House panel advances opt-in sex education bill
Eds: Corrects to Thursday instead of Friday in first paragraph.
TOPEKA, Kan. (AP) -- Parents would be required to sign written consent before their children could receive sex education instructions in Kansas public schools under a bill advanced Thursday by a House committee.
The House Education Committee sent the bill to the full House for debate in the coming weeks.
Kansas now allows each local school board to decide if parents must opt their children into or out of sex education courses. The bill would make it state law that districts must receive parental permission before students would receive materials on sexuality, diseases and related subject matter.

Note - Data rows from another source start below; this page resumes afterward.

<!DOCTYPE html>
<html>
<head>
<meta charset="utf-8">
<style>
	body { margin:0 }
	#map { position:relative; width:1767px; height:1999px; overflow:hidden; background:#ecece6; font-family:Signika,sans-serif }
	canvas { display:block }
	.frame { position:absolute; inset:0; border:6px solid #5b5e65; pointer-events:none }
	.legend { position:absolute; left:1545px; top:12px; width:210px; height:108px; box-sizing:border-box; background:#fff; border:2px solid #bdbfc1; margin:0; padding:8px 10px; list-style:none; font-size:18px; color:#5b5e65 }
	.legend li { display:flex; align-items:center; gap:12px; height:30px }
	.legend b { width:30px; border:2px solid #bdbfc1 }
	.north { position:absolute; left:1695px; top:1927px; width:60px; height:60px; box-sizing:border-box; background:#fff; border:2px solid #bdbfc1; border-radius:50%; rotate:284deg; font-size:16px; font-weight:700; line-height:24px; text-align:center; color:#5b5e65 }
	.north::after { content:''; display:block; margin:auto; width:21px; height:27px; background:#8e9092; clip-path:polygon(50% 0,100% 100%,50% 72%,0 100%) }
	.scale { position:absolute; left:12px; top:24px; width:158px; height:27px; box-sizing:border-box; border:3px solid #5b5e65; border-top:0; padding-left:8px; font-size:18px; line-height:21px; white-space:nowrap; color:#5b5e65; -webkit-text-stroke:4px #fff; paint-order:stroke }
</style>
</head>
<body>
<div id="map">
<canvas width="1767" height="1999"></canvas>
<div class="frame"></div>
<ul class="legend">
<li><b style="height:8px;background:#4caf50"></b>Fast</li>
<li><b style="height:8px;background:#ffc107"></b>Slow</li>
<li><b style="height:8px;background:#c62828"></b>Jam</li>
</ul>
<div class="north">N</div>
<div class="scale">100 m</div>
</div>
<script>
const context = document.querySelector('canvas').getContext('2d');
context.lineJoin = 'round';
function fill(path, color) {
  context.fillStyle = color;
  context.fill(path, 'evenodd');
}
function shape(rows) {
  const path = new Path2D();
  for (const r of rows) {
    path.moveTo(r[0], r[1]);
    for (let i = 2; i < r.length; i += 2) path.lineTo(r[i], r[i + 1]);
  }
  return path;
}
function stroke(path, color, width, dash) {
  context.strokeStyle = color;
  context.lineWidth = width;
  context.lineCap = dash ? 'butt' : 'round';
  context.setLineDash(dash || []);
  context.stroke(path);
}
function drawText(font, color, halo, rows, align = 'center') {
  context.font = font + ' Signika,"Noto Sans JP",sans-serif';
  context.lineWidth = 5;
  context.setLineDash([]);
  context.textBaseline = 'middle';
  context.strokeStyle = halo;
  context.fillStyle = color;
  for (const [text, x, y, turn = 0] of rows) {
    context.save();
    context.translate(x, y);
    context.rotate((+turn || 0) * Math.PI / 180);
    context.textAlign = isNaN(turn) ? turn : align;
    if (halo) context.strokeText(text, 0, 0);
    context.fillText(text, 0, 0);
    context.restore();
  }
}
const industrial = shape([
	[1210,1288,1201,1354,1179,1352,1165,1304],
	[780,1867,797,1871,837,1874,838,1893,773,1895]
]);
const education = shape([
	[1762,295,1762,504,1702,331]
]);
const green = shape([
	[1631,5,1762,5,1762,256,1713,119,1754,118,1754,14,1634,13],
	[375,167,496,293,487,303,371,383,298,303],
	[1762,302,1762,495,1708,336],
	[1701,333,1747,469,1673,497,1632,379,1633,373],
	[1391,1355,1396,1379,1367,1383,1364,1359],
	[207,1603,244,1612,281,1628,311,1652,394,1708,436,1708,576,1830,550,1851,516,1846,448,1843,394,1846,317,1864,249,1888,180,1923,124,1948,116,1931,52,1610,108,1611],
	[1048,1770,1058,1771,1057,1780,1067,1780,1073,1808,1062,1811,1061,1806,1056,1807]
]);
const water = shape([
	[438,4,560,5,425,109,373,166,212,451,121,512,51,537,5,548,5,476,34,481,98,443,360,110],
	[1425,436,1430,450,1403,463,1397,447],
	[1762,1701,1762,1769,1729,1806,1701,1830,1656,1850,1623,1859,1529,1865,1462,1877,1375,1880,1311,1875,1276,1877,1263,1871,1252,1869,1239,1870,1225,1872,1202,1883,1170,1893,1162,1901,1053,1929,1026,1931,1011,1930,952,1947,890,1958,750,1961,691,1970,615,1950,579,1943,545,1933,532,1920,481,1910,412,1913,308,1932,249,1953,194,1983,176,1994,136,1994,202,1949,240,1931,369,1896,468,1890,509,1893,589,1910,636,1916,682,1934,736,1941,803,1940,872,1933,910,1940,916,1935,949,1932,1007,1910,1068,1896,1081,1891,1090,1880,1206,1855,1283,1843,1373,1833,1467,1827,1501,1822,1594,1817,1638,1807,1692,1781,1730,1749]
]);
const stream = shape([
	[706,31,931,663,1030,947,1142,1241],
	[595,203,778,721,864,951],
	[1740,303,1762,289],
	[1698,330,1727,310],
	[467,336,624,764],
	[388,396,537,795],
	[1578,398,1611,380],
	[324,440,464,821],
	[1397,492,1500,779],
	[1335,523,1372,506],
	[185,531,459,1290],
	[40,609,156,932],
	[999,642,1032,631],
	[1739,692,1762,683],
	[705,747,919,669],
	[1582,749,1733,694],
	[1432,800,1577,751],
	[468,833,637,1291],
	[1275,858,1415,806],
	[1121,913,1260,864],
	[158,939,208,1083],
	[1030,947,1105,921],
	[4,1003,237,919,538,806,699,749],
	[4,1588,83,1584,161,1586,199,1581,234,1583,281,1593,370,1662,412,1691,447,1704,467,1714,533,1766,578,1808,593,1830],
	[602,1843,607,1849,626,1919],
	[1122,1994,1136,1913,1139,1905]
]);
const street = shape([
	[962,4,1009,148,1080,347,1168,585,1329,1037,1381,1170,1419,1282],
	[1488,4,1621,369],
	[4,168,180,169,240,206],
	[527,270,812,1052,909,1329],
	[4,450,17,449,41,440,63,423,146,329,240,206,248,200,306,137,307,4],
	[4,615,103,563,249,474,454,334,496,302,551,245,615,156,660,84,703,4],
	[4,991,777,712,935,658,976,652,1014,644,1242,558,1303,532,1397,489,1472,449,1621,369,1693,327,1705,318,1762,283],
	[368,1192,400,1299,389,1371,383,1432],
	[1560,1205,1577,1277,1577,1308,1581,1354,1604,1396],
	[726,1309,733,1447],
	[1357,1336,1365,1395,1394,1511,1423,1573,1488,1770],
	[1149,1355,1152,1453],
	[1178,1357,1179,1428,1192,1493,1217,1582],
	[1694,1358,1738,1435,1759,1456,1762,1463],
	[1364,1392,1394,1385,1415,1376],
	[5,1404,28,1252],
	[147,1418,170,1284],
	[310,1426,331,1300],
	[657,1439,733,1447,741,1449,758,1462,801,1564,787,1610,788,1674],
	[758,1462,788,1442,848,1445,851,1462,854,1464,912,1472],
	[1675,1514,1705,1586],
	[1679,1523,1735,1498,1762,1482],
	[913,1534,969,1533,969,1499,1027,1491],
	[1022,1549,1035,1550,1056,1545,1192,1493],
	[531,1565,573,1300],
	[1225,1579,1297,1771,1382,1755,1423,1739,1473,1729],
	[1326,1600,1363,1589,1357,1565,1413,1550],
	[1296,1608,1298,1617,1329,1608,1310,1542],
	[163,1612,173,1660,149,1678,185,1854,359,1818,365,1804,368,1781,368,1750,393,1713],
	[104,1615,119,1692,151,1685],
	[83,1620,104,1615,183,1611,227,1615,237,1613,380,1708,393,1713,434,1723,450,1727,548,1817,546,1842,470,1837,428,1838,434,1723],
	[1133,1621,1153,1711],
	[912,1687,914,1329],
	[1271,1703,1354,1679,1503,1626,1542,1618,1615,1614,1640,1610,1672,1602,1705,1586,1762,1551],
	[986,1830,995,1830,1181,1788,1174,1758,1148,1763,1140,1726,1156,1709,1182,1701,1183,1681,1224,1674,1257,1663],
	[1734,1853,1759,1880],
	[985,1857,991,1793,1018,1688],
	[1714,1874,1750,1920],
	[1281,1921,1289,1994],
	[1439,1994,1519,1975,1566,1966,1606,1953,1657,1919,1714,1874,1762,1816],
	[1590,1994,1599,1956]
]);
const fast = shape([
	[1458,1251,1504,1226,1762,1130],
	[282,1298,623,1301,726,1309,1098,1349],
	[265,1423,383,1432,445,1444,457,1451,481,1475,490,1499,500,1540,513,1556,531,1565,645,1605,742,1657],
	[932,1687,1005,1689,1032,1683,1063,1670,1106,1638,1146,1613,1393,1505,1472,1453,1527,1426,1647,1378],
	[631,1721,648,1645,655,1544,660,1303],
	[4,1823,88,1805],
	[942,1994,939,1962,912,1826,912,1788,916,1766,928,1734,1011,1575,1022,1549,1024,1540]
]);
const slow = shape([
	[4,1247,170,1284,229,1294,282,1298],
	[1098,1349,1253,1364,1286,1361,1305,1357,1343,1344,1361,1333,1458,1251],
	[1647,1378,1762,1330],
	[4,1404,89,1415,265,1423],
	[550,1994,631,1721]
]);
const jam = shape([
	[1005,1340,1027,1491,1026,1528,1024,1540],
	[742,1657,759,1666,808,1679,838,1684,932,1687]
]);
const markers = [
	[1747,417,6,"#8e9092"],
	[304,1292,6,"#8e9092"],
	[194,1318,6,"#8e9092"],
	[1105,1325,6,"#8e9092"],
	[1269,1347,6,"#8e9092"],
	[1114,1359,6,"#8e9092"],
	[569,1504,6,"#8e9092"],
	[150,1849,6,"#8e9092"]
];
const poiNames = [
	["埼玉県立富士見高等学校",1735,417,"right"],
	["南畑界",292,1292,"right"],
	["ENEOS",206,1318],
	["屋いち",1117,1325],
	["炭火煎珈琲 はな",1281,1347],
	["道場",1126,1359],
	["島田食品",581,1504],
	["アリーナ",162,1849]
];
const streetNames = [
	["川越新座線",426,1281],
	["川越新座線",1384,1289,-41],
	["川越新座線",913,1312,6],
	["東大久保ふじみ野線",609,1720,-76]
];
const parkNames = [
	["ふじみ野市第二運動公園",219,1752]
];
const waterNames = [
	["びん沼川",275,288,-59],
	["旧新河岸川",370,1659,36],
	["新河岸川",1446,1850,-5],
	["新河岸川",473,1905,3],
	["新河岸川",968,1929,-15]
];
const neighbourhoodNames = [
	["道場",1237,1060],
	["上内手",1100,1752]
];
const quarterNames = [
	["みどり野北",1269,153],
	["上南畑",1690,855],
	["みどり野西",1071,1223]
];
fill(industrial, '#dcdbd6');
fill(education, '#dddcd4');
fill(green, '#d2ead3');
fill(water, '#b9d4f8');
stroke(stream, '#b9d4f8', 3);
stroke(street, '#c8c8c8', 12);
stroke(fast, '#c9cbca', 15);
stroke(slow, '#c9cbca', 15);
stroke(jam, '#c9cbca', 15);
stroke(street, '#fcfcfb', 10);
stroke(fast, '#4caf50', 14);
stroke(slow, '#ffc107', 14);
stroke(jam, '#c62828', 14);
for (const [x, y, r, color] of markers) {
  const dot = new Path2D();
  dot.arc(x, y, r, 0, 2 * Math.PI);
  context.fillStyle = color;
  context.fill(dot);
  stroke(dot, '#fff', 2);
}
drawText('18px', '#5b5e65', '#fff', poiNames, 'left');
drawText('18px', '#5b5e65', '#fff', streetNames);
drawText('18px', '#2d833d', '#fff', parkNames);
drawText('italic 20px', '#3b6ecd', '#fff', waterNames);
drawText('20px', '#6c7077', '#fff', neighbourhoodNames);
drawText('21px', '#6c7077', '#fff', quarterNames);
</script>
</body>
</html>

Rep. Kasha Kelley, an Arkansas City Republican and chairwoman of the committee, said the issue resurfaced out of concerns from parents about content.
"They do not feel it is appropriate or the place for education to teach issues that are overly or overtly so graphic," she said.
The issue was introduced during the 2014 session over concerns about a poster that was in plain sight of a student at a Johnson County middle school. The student's parents had opted her out of sex education instruction, but the girl was still able to see the poster, which discussed various types of sex.
"It's one of those things that I think are necessary because it gives parents the opportunity to find out exactly what's being taught to their kids," said Rep. Willie Dove, a Bonner Springs Republican. "This puts it squarely in the hands of the parents, where it should be."
Some school districts already require parents to approve of their children receiving sex education instruction, including Wichita's which has more than 51,000 students.
Diane Gjerstad, lobbyist for the district, said parents are given information to sign either at the time of enrollment for middle and high school students, or at parent-teacher conferences for elementary grades. She said the bill would cause changes in how districts operate.
"It will cause school districts to want to look at how they are doing it and how they are communicating it with parents," she said.
Critics argued that schools are the only source for some children to receive proper information on sexuality.
Rep. Melissa Rooker, a Fairway Republican, said she was disappointed that earlier work in committee on the policy, which would have required parents to opt-out of sex education, was ignored. She said the committee acted quickly to push the changes out with little discussion and votes lined up.
"It was very well-orchestrated," Rooker said. "It was well-planned in advance."